Material provided:
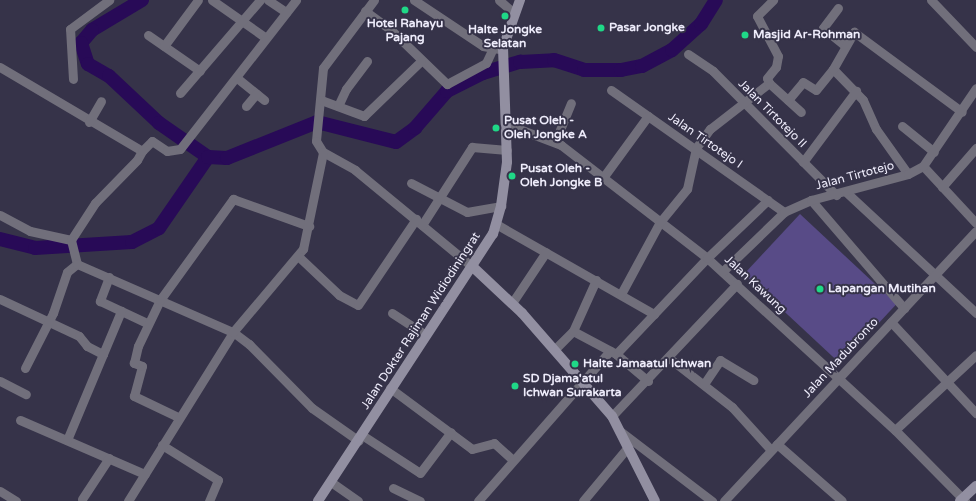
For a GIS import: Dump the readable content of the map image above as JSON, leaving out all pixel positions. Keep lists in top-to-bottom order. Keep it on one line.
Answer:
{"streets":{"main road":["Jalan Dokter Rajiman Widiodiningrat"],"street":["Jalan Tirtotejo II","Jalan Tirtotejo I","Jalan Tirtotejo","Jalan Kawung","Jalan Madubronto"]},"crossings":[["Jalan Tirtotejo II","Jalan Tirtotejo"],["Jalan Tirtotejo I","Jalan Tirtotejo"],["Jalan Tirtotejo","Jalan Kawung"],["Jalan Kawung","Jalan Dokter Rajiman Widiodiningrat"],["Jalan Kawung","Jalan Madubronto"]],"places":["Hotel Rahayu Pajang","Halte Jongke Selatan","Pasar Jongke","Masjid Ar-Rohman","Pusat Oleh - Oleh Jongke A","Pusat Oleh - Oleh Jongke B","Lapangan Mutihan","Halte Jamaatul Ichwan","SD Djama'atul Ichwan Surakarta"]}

Task statement:
What the answer must hold: all the data above, given again exactly, without pictures.

Answer to this task:
For a GIS import: Dump the readable content of the map image above as JSON, leaving out all pixel positions. Keep lists in top-to-bottom order. Keep it on one line.
Answer:
{"streets":{"main road":["Jalan Dokter Rajiman Widiodiningrat"],"street":["Jalan Tirtotejo II","Jalan Tirtotejo I","Jalan Tirtotejo","Jalan Kawung","Jalan Madubronto"]},"crossings":[["Jalan Tirtotejo II","Jalan Tirtotejo"],["Jalan Tirtotejo I","Jalan Tirtotejo"],["Jalan Tirtotejo","Jalan Kawung"],["Jalan Kawung","Jalan Dokter Rajiman Widiodiningrat"],["Jalan Kawung","Jalan Madubronto"]],"places":["Hotel Rahayu Pajang","Halte Jongke Selatan","Pasar Jongke","Masjid Ar-Rohman","Pusat Oleh - Oleh Jongke A","Pusat Oleh - Oleh Jongke B","Lapangan Mutihan","Halte Jamaatul Ichwan","SD Djama'atul Ichwan Surakarta"]}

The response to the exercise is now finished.